Late last week the Ohio Ballot Board approved an initiative from the group Ohioans for Medical Marijuana; this means the group can now begin collecting signatures from registered voters in the state.
After an initial rejection, the measure was approved by Ohio Attorney General Mike Dewine and the ballot board was the last hurdle to be cleared before signature-gathering could begin. OMM (backed by national powerhouse Marijuana Policy Project) now has until July 6th to get 305,591 valid signatures to get the medical cannabis initiative on the fall ballot.
Polls have shown an overwhelming majority support medical marijuana legalization in Ohio. That — along with MPP’s funding and experience in this area — means that Ohioans for Medical Marijuana has a good chance at getting the measure on the ballot and passing it this November.
“A lot of our volunteers are family members of patients or patients themselves, so they’re incredibly motivated,” said Mason Tvert, communications director for the Marijuana Policy Project. “The initiative process isn’t easy, but it pales in comparison to undergoing chemotherapy or witnessing your child have seizures on a daily basis."

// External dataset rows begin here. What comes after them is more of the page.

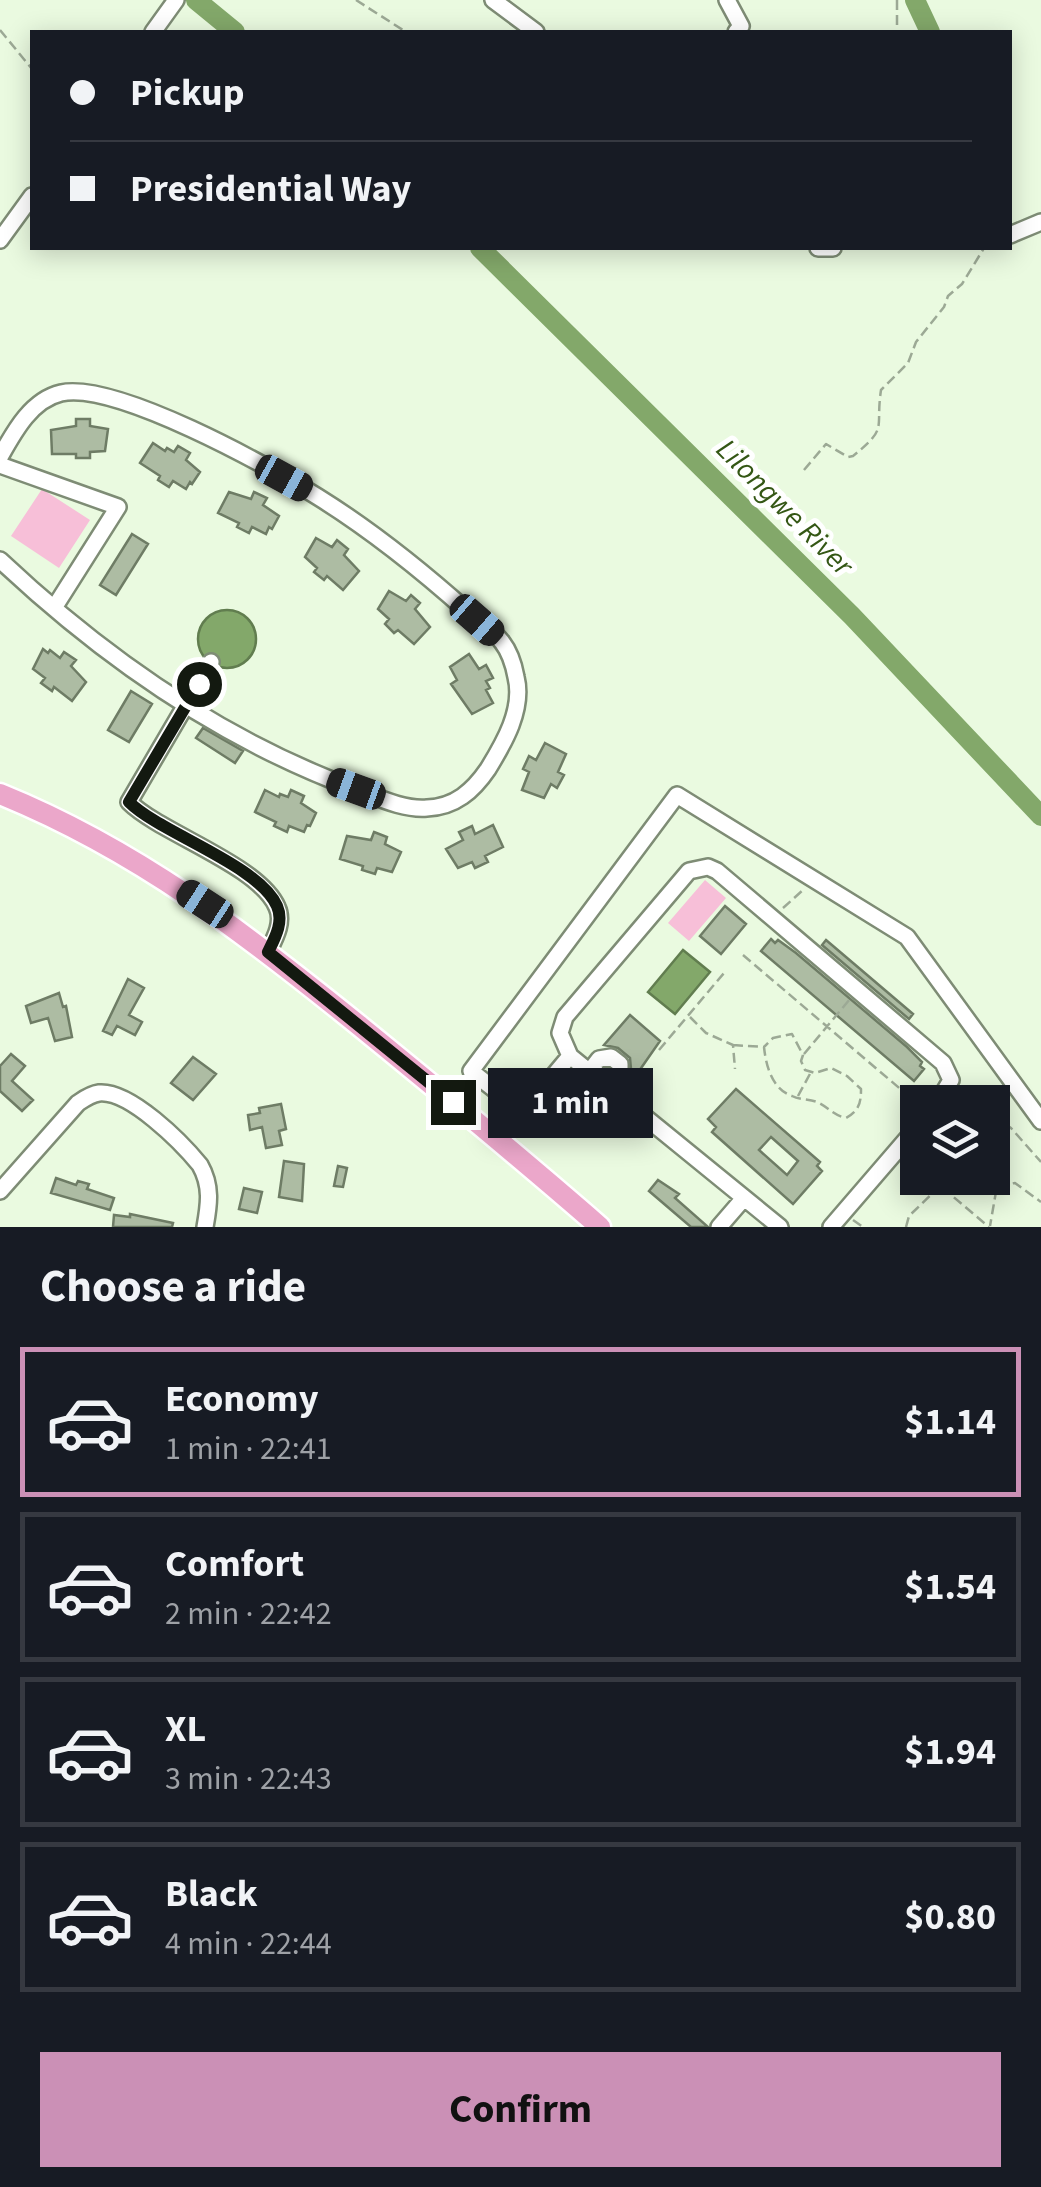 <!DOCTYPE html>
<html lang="en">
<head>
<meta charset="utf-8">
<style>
  body { margin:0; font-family:"Source Sans 3",sans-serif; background:#242831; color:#f1f3f6; height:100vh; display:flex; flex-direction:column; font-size:38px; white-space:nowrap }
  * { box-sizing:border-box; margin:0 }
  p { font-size:32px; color:#9ea1a6 }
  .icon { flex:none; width:55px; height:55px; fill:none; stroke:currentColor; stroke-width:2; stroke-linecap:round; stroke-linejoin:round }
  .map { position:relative; height:1227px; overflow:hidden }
  .sheet { display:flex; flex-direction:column; background:#171b24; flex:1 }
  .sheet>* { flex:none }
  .hud { position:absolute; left:30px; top:30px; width:982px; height:220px; border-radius:0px; box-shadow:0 5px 25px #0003; display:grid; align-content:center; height:220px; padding:0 40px; background:#171b24 }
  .controls { position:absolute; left:900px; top:1085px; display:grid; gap:20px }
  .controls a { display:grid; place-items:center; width:110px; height:110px; border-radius:0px; background:#171b24; box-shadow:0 5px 25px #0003; font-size:50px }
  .end { position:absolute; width:45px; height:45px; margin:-22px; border:12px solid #131910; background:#fff; box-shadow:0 0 0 5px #fff }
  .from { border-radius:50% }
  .bubble { position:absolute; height:70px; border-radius:0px; background:#171b24; box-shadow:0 5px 25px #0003; font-size:32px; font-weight:700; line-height:70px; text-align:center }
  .car { position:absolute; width:30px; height:60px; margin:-30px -15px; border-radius:12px; box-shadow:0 0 8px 2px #0007; background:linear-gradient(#222 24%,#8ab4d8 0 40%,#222 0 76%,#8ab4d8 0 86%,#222 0) }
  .hud b { display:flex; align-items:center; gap:35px; height:95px; font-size:38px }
  .hud b+b { border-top:2px solid #363941 }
  .hud i { width:25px; height:25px; background:#f1f3f6 }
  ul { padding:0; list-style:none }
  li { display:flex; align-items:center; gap:30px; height:150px; margin:0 20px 15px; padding:0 20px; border:5px solid #363941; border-radius:0px }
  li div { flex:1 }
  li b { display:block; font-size:38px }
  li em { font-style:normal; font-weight:700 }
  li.on { border-color:#cb90b6 }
  li>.icon { width:90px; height:90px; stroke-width:1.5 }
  h2 { padding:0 40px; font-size:45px; line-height:120px }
  .primary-button { display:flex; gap:20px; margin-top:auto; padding:20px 40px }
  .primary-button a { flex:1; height:115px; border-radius:0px; background:#cb90b6; color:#111; font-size:40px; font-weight:700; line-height:115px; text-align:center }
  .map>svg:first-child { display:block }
</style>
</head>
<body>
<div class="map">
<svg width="1041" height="1227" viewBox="0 0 1041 1227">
  <rect width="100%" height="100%" fill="#eafae0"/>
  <path fill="#f7bfd8" d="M42,489L90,520L59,568L11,536Z
    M705,880L726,898L689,941L668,923Z"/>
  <path fill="#83a86a" stroke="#617d4f" stroke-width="2.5" d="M198 639a29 29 0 1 1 58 0a29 29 0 1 1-58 0Z
    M683,950L710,972L675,1014L648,992Z"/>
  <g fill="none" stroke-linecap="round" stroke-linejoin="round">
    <path stroke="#83a86a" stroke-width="20" d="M196,0L235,32
      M915,0L930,32
      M480,248L852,616L1041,816"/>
  </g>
  <path fill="#adbca3" stroke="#6e7c65" stroke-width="2.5" fill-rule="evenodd" d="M76,419H90V426L108,429L105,451L90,452V458H76V454H52L51,430L76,426Z
    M153,443L165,451L167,448L174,452L178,446L190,453L186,460L200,472L192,484L190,482L186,489L173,481L169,487L158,480L160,476L140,463Z
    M229,492L251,499L254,492L267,498L263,505L279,516L272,529L269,527L266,534L252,527L249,533L237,527L239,523L218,513Z
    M132,534L148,544L116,595L100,585Z
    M316,538L332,547L337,540L348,549L344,555L359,571L343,590L327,576L324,580L314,572L317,568L305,557Z
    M389,591L406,601L411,595L420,603L415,609L430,627L414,644L398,630L394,633L385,624L389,619L378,609Z
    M43,649L48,653L50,650L60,658L64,652L76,660L71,666L86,682L72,701L54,687L52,691L41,683L45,678L33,669Z
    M469,654L479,669L486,665L493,678L486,681L490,688L486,690L493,703L472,714L451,684L457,680L450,667Z
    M131,691L152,704L129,742L108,730Z
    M203,728L243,751L235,763L196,738Z
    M545,743L566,754L558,772L564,775L557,788L551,784L544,798L522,790L529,772L523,769L529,756L536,760Z
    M265,790L279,797L280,794L288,797L291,790L304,796L301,803L316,813L310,826L307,825L304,832L289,826L287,832L274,826L276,822L255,812Z
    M493,825L503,847L485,856L488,862L475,868L472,862L458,868L446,849L463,840L459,832L472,826L475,834Z
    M374,832L387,837L385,844L401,852L392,872L377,868L375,874L362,870L363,866L340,859L347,836L371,840Z
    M725,906L746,924L721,954L700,936Z
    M771,939L775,943L778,940L796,953L907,1047L922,1062L920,1066L924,1069L914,1081L761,951Z
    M826,940L913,1014L909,1019L822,945Z
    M128,979L144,988L129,1015L142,1022L135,1035L117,1026L112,1035L103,1031Z
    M59,993L63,1007L66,1006L72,1037L55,1041L48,1018L31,1023L26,1006Z
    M630,1015L660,1041L639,1071L631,1069L630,1058L618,1048L604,1045Z
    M11,1054L25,1066L12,1081L33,1100L22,1111L0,1091V1066Z
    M193,1057L216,1074L193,1100L171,1083Z
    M736,1089L820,1162L817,1166L822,1171L793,1204L712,1132L716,1127L708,1119ZM771,1137L798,1161L787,1175L759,1150Z
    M281,1104L286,1129L279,1131L282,1145L266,1148L262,1127L250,1130L248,1115L260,1113L259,1108Z
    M284,1161L304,1164L302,1201L279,1197Z
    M338,1166L347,1168L343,1187L334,1186Z
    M56,1178L76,1185L78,1181L89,1184L87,1189L114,1198L110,1210L51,1193Z
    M658,1180L679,1194L675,1198L708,1227H691L649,1191Z
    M244,1188L262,1192L257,1213L239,1209Z
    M130,1214L173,1223L172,1227H113L114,1215L130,1217Z"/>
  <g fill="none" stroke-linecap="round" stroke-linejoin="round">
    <defs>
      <path id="minor" d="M493,0L536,32
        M727,0L741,26L736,32
        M153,32L176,0
        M1010,235L1041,222
        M0,240L32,196
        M818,248H833
        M0,457C14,432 31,400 61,393C115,381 269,466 318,497C371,530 421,570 468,612C479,621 494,631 502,642C509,651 514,666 516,677C524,709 504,743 488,769C473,791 455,807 427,808C403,810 377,797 355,789C222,740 102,656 0,560
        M0,465L118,507L54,608
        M211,662L129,802C160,833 259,865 277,907C284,922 275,938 268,952
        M589,1072L599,1059L611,1057L620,1064V1073L609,1088
        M523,1112L570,1056
        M498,1140L523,1112L471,1071L677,795L907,937L1041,1121
        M0,1191L78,1103C84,1099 91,1094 99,1093C130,1090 182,1143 200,1165C212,1186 209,1205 205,1227
        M719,1227L744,1198
        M780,1227L570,1056L560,1033L565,1017L689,871L708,867L717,871L943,1063L951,1080L938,1102
        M831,1227L918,1126"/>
      <path id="major" d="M0,794C138,850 246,934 361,1027C442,1093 522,1159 600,1227"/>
    </defs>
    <use href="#minor" stroke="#7e8c75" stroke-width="20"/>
    <use href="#major" stroke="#fff" stroke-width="25"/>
    <path stroke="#9ca995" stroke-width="2.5" stroke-dasharray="10 5" stroke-linecap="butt" d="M356,0L406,32
      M897,0V32
      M0,30L32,69
      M804,470L826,444L848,457L853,456C889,427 875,430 881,390L908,363L916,342L944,307L948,296L962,284L984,248
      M783,908L803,890
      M743,955L918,1104
      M690,1017L706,1033L733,1045L735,1069
      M733,1045L764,1047C766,1066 772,1089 792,1096C800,1100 809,1099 817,1102C828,1107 833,1115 846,1118C859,1111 861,1103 861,1089L847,1076L831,1068L815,1073L805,1070L801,1061L803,1055L792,1034L773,1038L764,1047
      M659,1050L724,973
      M804,1054L850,999
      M957,1092L973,1102
      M798,1096L811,1072
      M992,1115L1011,1128L1041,1162
      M910,1159L918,1166
      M992,1169L996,1167L995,1155L1004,1124
      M931,1178L989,1227
      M989,1178L997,1186L990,1226
      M998,1186L1015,1183L1041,1202
      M853,1220L863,1227
      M906,1227L909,1216L941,1185"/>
    <use href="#minor" stroke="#fff" stroke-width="15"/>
    <use href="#major" stroke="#eba7ca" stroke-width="20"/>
  </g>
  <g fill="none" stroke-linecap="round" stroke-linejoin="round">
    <path stroke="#131910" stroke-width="12" d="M199,684L129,802C160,833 259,865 277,906C284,922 275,938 268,952L453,1102"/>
  </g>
  <g text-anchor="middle" stroke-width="10" stroke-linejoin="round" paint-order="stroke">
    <g font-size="30" font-style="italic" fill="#345715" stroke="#fff">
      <text transform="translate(785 507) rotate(45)" y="10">Lilongwe River</text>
    </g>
  </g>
</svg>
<div class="controls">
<a><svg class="icon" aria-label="layers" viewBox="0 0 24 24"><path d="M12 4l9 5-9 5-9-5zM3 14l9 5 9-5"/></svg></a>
</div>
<i class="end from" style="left:199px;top:684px"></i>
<i class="end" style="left:453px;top:1102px"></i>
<div class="bubble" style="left:488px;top:1068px;width:165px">1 min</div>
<i class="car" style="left:284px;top:478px;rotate:119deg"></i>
<i class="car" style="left:477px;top:620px;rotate:131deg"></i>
<i class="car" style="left:356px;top:789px;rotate:290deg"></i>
<i class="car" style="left:205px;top:904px;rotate:303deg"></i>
<div class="hud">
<b><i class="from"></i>Pickup</b>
<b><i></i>Presidential Way</b>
</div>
</div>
<section class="sheet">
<h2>Choose a ride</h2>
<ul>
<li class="on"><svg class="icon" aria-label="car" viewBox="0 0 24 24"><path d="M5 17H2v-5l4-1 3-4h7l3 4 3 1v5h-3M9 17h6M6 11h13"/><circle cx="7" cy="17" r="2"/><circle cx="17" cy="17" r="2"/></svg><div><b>Economy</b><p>1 min · 22:41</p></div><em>$1.14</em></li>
<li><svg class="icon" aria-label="car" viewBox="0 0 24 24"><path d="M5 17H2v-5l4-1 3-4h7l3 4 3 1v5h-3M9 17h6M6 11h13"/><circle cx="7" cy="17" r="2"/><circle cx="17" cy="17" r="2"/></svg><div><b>Comfort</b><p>2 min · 22:42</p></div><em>$1.54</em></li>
<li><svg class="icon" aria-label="car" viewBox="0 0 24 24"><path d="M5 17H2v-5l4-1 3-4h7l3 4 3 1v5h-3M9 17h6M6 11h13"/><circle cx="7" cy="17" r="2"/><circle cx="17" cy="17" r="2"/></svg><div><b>XL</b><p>3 min · 22:43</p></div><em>$1.94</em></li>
<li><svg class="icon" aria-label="car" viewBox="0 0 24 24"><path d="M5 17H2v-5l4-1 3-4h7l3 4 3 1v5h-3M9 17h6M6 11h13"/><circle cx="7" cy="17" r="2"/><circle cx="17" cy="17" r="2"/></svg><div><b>Black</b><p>4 min · 22:44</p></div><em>$0.80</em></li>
</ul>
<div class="primary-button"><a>Confirm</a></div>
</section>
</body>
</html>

If the measure passes this fall, there could be dispensaries open in Ohio by early 2018. The year 2017 would be spent by the state approving license applications and creating the bureaucracies that will oversee the industry.
MPP estimates that there are about 215,000 qualified medical cannabis patients in the state, a number they have extrapolated from the MMJ program in Michigan. The Michigan program has been riddled by tensions between patients and authorities pretty much from the start. Hopefully a better-structured plan in Ohio will avoid many of the problems experienced by Michigan patients.
And don’t forget that Ohio is a vital swing state in this year’s presidential election, which means there will be many visits by the candidates. The issue of medical marijuana is bound to come up, forcing the nominees to voice their support, however tepid it might be.